• PROBLEM REQUIREMENTS: For this exercise, repeat the listing below from its first line through the line containing "2px #b4998b) drop-shadow(0", exactly as written.

• DATA LISTING:
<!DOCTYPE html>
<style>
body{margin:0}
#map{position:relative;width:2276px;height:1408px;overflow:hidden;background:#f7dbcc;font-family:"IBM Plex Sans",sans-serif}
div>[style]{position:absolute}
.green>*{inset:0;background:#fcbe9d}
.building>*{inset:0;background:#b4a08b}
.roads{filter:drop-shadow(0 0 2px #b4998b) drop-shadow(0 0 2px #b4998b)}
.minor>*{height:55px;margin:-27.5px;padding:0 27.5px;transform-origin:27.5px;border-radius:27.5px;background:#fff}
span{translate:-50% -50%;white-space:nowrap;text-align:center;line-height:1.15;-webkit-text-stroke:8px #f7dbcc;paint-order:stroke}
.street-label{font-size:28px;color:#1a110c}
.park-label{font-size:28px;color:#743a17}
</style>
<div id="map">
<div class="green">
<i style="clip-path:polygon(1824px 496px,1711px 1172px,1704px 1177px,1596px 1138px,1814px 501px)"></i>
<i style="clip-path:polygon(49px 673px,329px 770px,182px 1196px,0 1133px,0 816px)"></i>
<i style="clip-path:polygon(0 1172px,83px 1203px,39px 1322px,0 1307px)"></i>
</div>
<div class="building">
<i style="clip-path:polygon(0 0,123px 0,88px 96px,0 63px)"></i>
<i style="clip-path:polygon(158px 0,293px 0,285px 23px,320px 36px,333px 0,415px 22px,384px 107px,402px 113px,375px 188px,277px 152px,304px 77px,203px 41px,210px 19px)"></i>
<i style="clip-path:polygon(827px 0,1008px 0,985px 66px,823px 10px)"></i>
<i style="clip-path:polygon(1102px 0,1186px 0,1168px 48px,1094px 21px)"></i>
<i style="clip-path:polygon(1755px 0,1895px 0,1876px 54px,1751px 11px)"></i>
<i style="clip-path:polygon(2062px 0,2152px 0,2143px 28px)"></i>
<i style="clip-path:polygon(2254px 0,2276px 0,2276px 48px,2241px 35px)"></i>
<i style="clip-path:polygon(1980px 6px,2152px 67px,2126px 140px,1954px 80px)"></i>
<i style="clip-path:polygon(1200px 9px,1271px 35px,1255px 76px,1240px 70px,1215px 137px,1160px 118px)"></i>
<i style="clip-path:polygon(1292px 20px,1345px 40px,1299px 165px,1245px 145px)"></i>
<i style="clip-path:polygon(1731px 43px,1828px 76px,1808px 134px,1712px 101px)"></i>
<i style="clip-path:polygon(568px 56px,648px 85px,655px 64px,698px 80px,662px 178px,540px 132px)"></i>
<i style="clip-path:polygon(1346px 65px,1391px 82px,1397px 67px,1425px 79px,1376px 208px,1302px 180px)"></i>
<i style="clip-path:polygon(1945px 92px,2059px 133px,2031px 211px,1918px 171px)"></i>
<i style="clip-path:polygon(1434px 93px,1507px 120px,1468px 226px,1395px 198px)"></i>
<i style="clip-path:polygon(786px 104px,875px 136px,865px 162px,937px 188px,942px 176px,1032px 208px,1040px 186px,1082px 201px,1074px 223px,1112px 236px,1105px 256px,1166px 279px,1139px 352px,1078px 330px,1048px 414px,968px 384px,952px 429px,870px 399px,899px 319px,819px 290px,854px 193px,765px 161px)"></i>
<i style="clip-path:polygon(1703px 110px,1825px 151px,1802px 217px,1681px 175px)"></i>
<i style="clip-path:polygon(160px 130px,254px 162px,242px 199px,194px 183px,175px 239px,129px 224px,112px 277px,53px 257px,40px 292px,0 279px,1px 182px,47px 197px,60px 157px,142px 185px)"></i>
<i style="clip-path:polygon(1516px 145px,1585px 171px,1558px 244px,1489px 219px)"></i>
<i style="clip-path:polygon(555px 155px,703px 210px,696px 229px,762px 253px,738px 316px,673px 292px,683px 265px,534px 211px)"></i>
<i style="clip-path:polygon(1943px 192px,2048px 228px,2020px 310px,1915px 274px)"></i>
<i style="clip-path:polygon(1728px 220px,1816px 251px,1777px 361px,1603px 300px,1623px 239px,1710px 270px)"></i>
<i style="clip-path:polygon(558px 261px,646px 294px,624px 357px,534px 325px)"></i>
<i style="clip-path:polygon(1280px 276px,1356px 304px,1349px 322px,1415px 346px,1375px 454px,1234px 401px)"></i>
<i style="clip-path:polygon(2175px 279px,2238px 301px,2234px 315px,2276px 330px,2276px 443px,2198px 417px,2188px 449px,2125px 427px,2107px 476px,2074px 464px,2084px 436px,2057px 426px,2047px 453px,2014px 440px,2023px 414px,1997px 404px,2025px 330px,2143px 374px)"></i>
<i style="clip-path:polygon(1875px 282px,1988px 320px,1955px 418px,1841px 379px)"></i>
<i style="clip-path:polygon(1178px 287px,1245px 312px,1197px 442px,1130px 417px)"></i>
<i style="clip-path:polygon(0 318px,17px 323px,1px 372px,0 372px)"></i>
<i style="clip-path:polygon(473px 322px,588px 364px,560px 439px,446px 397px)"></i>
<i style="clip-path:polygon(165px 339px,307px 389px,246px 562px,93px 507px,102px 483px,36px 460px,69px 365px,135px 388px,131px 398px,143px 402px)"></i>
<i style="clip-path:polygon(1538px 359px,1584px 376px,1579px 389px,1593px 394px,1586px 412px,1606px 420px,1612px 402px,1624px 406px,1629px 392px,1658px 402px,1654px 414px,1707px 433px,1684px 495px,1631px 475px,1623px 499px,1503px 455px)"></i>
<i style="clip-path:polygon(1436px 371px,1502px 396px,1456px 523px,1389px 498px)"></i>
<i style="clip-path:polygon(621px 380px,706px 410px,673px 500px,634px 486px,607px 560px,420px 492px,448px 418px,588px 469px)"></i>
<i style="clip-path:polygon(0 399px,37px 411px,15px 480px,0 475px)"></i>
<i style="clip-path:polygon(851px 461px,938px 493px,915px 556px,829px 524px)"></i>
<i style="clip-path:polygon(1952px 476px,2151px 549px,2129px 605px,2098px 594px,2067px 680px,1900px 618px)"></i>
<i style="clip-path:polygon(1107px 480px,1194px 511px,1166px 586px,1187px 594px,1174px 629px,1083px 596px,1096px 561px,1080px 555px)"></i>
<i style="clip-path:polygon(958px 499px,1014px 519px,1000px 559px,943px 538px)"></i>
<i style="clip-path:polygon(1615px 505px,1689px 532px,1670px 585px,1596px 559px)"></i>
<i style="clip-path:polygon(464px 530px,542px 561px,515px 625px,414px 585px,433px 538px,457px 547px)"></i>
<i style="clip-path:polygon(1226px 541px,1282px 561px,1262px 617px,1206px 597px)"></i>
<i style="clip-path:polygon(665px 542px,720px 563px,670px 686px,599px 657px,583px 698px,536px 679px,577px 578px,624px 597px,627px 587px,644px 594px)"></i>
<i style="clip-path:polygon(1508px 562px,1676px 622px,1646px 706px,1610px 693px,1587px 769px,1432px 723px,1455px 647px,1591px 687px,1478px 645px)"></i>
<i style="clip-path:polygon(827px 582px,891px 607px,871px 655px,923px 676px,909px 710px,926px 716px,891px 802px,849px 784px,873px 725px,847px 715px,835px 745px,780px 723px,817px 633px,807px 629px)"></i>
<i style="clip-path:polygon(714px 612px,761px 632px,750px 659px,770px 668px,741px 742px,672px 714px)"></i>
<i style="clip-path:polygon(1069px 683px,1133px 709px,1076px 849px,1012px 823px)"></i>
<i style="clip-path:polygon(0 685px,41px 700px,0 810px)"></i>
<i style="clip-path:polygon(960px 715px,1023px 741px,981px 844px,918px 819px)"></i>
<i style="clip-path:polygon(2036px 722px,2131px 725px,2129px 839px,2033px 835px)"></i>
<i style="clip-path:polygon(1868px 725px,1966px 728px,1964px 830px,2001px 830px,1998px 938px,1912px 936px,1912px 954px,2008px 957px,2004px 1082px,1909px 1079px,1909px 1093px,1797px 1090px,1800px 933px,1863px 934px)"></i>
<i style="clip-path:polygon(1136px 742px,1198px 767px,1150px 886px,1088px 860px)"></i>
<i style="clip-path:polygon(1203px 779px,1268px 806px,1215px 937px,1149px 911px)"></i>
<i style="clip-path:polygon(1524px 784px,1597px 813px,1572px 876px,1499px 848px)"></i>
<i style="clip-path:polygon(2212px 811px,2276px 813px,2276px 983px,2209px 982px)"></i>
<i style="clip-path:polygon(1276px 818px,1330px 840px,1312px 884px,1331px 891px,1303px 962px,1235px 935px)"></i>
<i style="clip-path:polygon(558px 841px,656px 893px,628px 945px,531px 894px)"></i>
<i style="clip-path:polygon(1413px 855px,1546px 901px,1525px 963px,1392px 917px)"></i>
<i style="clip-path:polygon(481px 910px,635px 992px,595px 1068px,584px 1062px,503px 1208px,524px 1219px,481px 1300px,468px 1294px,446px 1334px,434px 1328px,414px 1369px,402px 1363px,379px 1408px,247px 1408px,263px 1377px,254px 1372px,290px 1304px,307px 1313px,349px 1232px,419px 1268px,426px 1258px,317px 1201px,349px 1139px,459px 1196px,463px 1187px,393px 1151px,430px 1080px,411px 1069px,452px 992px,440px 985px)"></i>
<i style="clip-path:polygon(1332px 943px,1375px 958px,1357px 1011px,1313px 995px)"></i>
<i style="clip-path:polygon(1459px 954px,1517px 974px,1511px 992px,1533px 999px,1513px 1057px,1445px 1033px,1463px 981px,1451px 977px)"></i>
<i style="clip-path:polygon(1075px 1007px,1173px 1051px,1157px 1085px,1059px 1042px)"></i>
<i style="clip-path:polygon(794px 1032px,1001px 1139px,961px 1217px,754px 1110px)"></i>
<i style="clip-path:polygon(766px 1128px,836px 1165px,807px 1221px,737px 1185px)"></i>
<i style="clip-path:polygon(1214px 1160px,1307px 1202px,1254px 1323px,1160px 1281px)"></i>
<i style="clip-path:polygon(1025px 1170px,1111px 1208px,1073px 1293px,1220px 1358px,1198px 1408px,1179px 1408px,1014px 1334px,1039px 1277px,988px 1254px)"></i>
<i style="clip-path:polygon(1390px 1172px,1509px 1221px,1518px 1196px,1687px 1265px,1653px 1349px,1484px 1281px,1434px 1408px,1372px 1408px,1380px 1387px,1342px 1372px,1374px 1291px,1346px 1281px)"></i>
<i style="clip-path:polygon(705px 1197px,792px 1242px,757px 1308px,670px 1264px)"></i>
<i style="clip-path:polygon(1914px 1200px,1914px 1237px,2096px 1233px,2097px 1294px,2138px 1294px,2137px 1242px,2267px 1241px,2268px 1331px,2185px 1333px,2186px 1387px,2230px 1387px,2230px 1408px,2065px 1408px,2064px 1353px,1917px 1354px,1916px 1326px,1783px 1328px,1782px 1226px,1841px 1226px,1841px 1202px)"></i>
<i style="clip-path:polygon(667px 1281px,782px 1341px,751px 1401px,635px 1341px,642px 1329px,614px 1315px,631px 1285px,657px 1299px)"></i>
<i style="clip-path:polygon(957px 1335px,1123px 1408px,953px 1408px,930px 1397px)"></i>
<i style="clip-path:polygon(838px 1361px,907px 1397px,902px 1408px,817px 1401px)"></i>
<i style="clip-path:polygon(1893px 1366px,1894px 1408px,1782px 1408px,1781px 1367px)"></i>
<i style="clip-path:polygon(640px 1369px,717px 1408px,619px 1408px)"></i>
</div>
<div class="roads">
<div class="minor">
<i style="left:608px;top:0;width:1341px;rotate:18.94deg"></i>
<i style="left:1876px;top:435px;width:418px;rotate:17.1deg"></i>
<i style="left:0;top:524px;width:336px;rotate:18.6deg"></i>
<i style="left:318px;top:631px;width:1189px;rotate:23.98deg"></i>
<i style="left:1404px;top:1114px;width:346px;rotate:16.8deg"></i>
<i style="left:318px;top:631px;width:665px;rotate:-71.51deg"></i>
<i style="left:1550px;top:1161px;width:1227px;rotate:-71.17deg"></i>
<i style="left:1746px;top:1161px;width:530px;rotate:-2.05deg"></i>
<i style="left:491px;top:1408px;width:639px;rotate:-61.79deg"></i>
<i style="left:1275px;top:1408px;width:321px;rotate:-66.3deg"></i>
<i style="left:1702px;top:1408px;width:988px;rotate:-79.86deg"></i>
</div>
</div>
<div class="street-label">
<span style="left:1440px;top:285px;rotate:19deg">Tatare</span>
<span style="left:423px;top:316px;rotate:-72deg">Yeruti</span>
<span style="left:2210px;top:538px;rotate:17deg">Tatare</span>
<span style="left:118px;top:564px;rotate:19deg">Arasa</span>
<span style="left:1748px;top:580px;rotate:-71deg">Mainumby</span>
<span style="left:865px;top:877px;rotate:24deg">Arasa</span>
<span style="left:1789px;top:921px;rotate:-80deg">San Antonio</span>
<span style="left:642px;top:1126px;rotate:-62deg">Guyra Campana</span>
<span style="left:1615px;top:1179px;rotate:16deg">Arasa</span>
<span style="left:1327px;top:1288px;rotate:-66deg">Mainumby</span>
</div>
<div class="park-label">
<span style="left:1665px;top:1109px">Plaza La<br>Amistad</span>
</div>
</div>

• OUTPUT FOR THIS EXERCISE:
<!DOCTYPE html>
<style>
body{margin:0}
#map{position:relative;width:2276px;height:1408px;overflow:hidden;background:#f7dbcc;font-family:"IBM Plex Sans",sans-serif}
div>[style]{position:absolute}
.green>*{inset:0;background:#fcbe9d}
.building>*{inset:0;background:#b4a08b}
.roads{filter:drop-shadow(0 0 2px #b4998b) drop-shadow(0 0 2px #b4998b)}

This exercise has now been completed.